PARIS, Nov 23 (Reuters) – LDC (LOUP.PA), France's largest poultry group, will need to raise its prices by around 10% next year to cover energy and other costs after already increasing prices by a third since last year, the company said on Wednesday.
Food prices in France rose 12% year-on-year in October, making food a main contributor, along with energy, towards record overall inflation in the euro zone's second-largest economy.
LDC has secured price increases totalling 35% from supermarkets over the past 18 months, which should cover additional costs led by a jump in prices of cereals used in poultry feed, Chief Executive Philippe Gelin told reporters during a first-half results presentation.

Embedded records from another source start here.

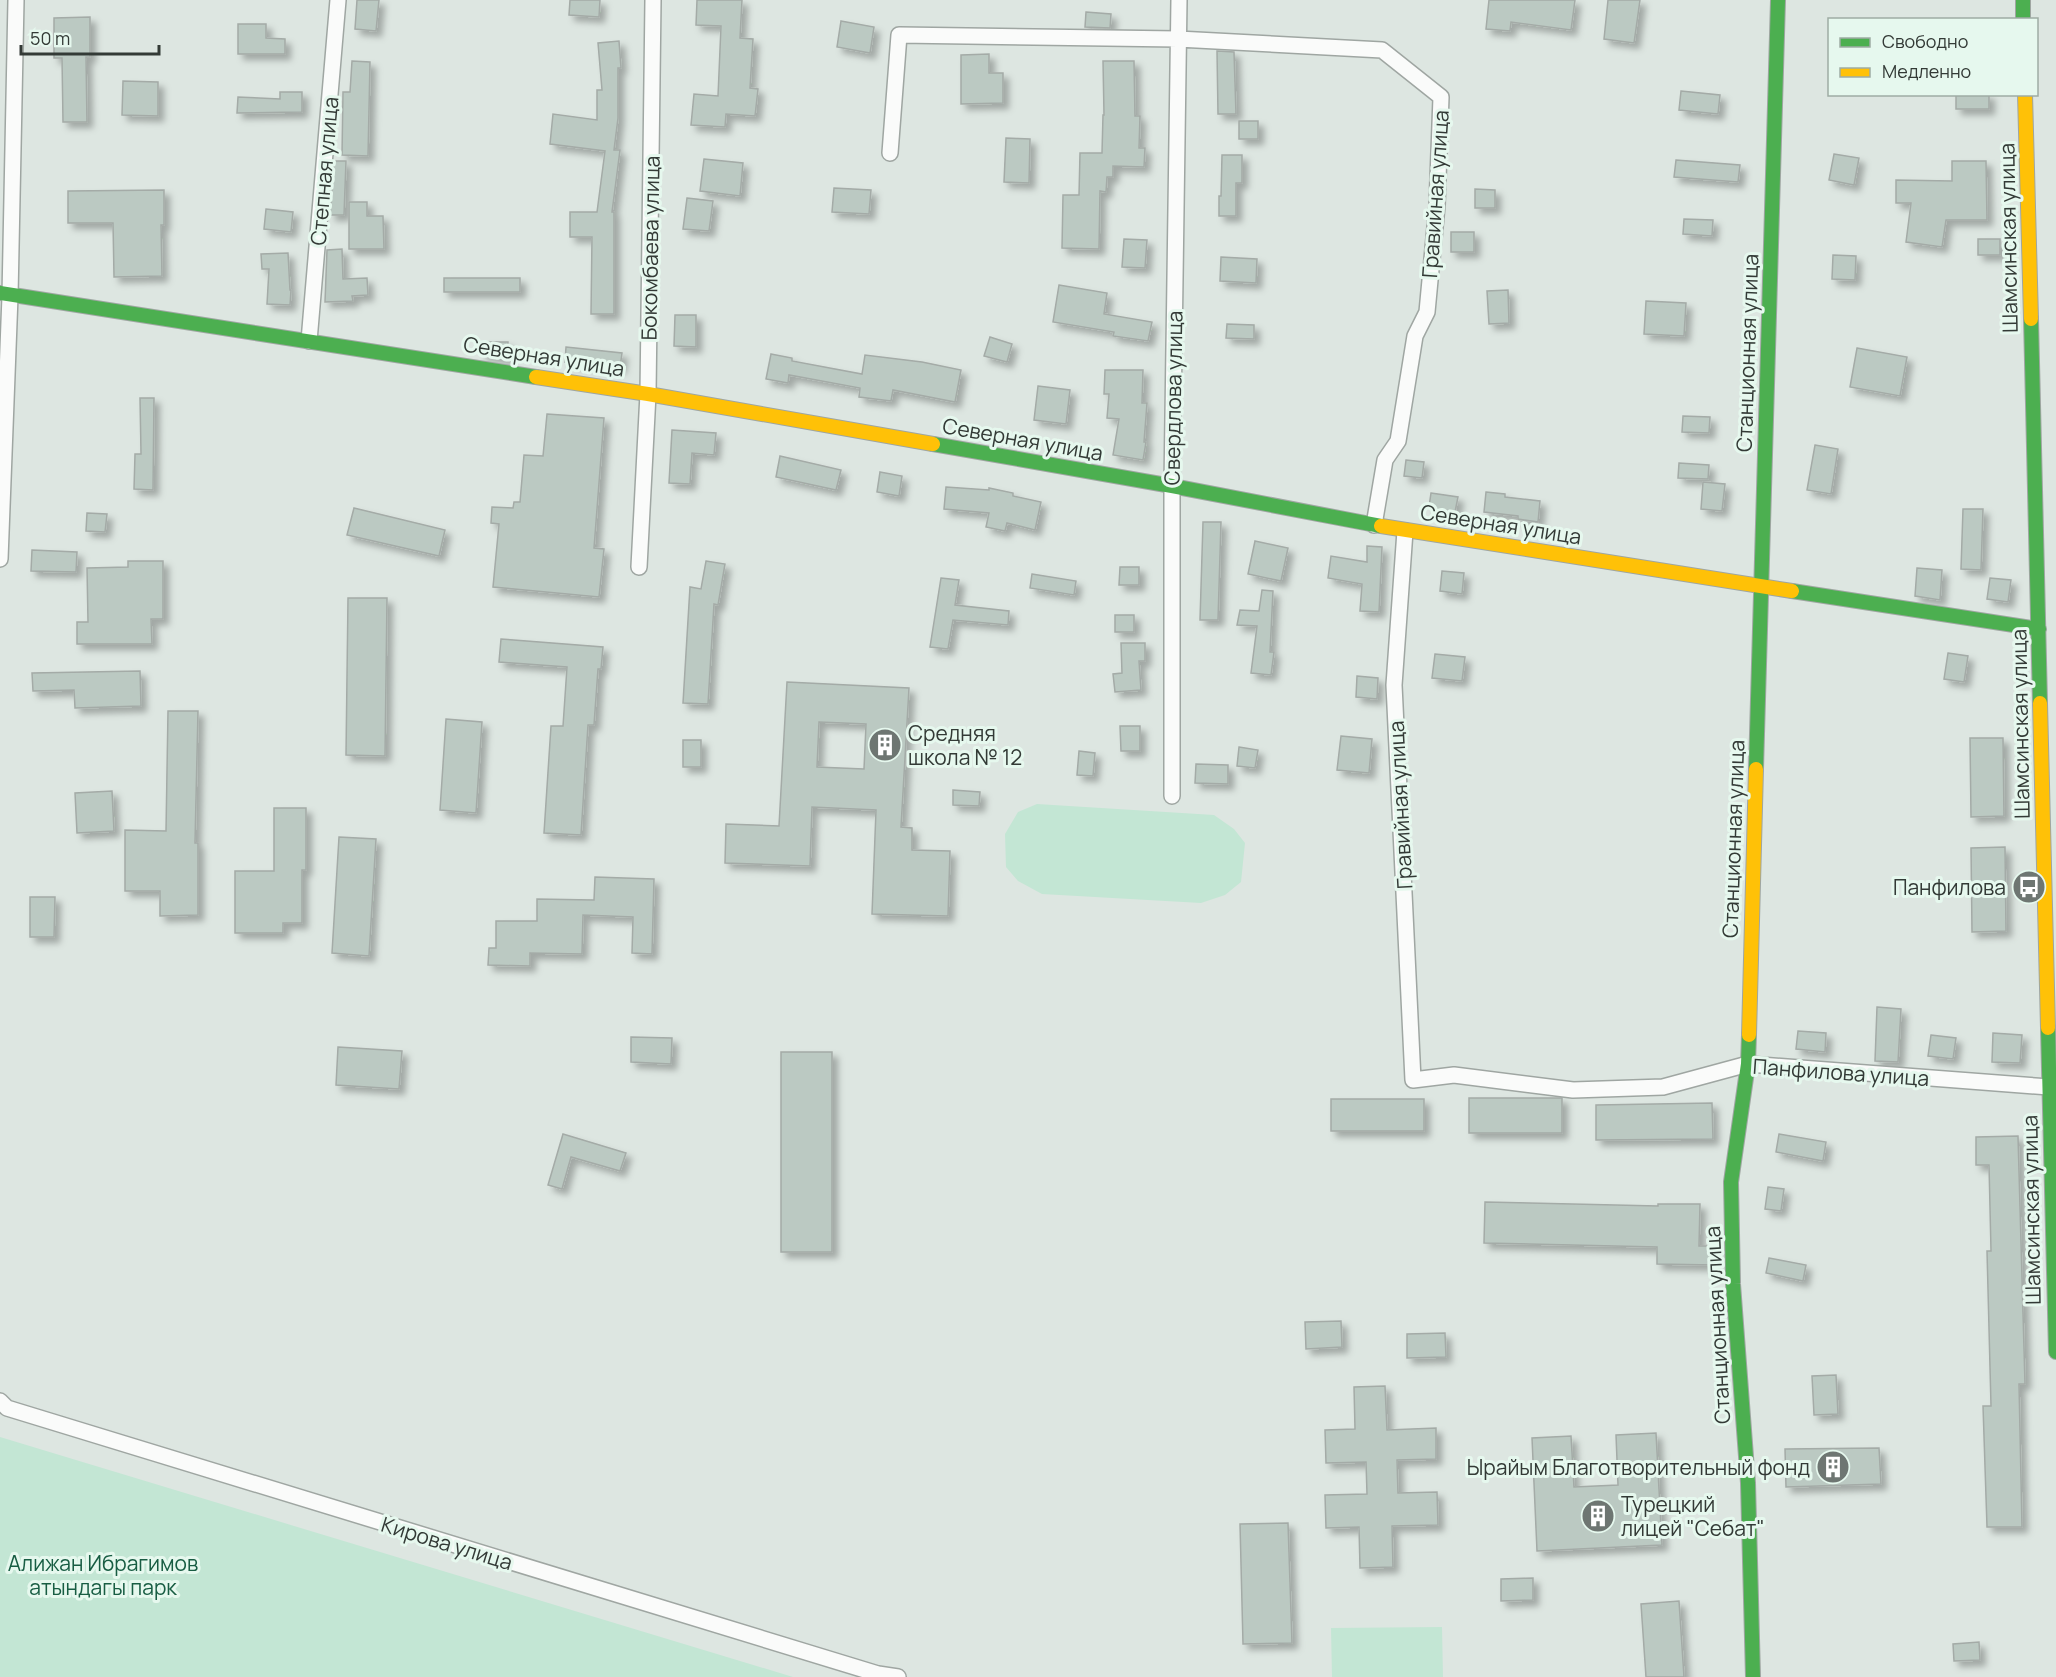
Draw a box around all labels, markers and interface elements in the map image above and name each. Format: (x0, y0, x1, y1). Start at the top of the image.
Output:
scale bar (21, 18, 159, 56)
legend (1828, 18, 2038, 96)
text: 50 m (30, 26, 70, 50)
text: Свободно (1882, 29, 1968, 53)
text: Медленно (1882, 59, 1971, 83)
street label: Степная улица (304, 96, 344, 246)
street label: Гравийная улица (1415, 109, 1455, 279)
street label: Шамсинская улица (1992, 143, 2024, 333)
street label: Бокомбаева улица (634, 155, 666, 341)
street label: Станционная улица (1730, 253, 1764, 453)
street label: Свердлова улица (1157, 311, 1189, 485)
street label: Северная улица (462, 329, 626, 383)
street label: Северная улица (941, 411, 1105, 467)
street label: Северная улица (1419, 497, 1583, 551)
street label: Шамсинская улица (2004, 629, 2036, 819)
place label: Средняя школа № 12 (908, 719, 1022, 771)
street label: Гравийная улица (1382, 720, 1418, 890)
building icon: Средняя школа № 12 (867, 727, 903, 763)
street label: Станционная улица (1716, 739, 1750, 939)
bus stop icon: Панфилова (2011, 869, 2047, 905)
place label: Панфилова (1893, 873, 2006, 901)
street label: Панфилова улица (1752, 1052, 1930, 1092)
street label: Шамсинская улица (2015, 1115, 2047, 1305)
street label: Станционная улица (1698, 1225, 1736, 1425)
building icon: Ырайым Благотворительный фонд (1815, 1449, 1851, 1485)
place label: Ырайым Благотворительный фонд (1467, 1453, 1810, 1481)
place label: Турецкий лицей "Себат" (1621, 1490, 1765, 1542)
building icon: Турецкий лицей "Себат" (1580, 1498, 1616, 1534)
street label: Кирова улица (378, 1510, 516, 1576)
park label: Алижан Ибрагимов атындагы парк (8, 1549, 198, 1601)

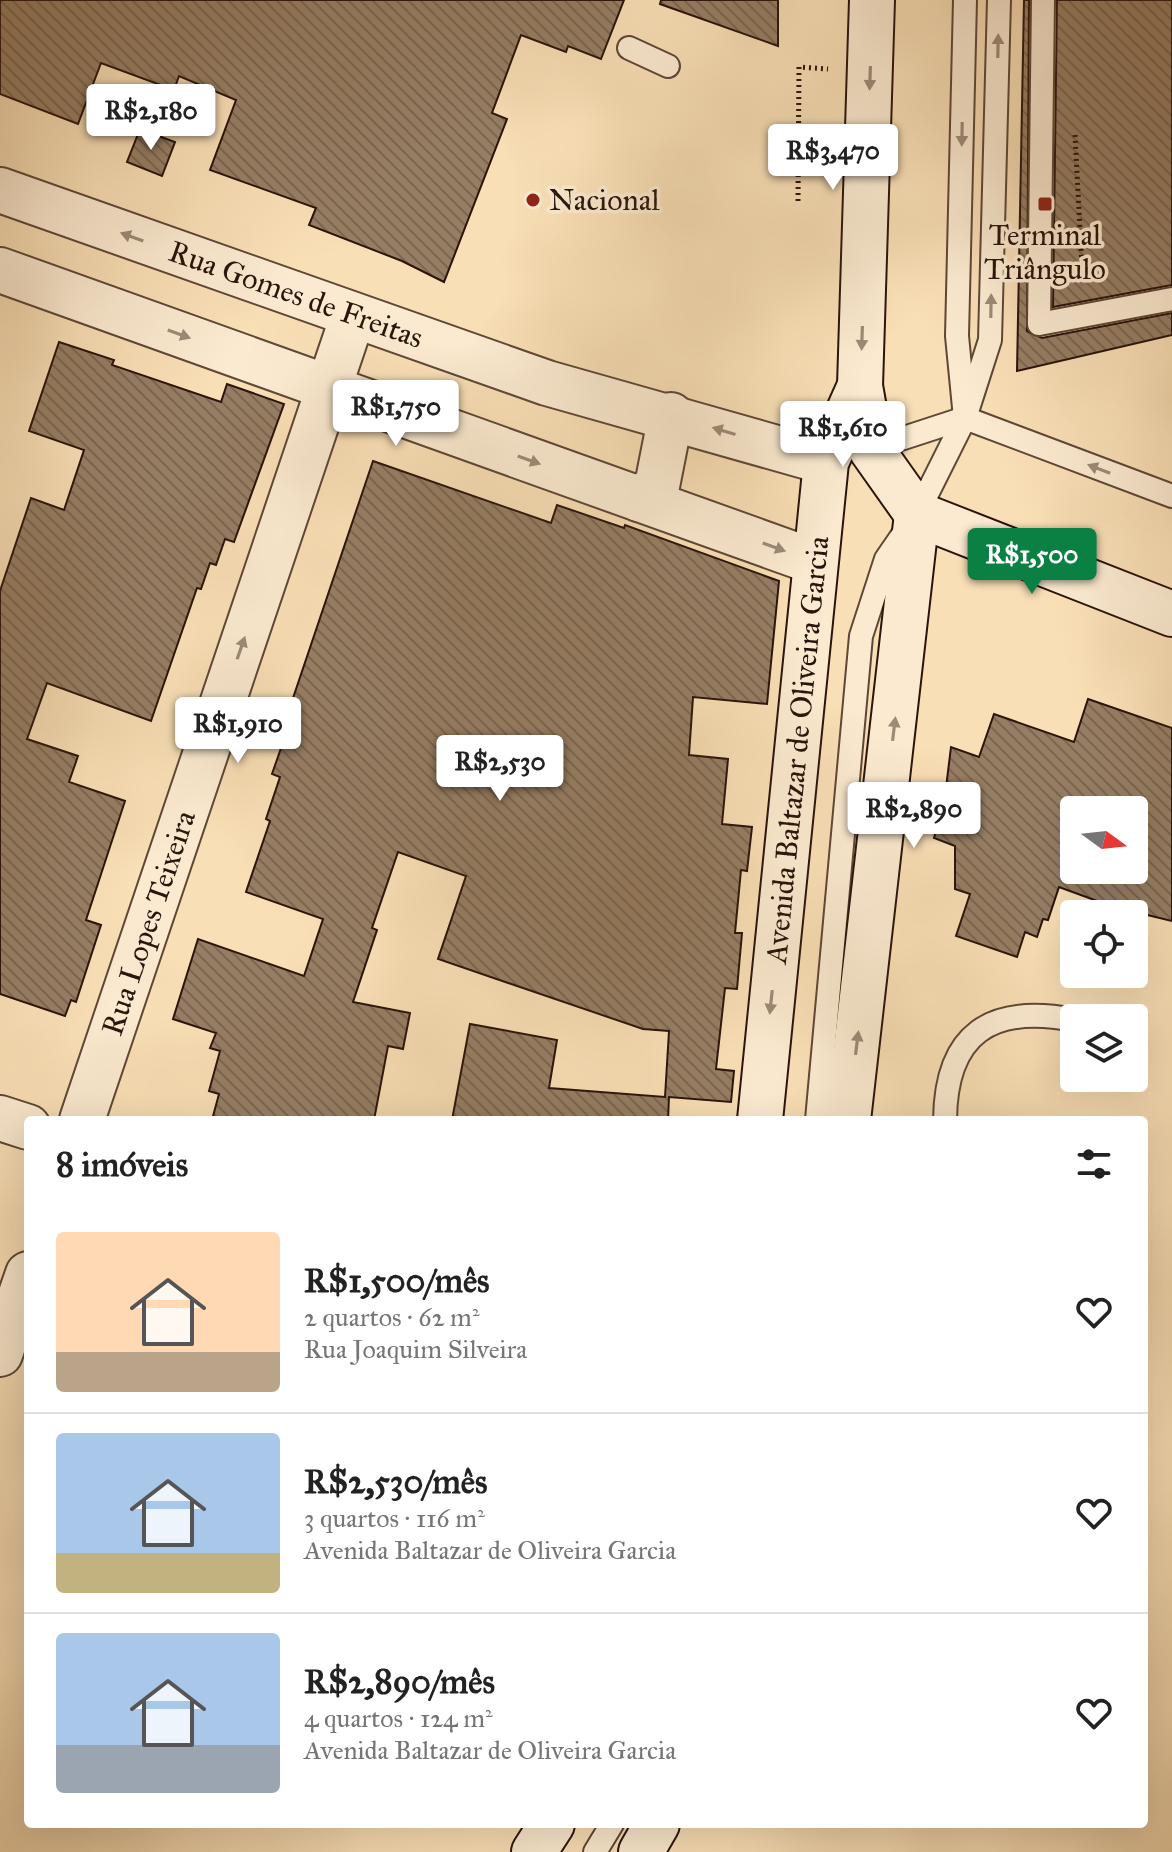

The price rises supported a 14% increase in group sales, even as volumes declined due to a bird flu crisis in France, and helped keep LDC's operating margin steady, the group said.
With grain markets easing back, LDC was focused on absorbing a jump in energy costs after negotiating electricity prices for 2023 that were more than three times those paid this year, Gelin said.
Including the impact of energy costs on farmer suppliers plus other inflation factors like packaging, LDC was expecting to face an extra burden of 260 million euros ($269.46 million), which could be met by an increase of some 10% in its poultry prices, he said.
Poultry remained the cheapest meat category in French stores, as other livestock sectors had also seen sharp inflation, but LDC has reacted to inflation pressures on households by launching a budget range in September, he said.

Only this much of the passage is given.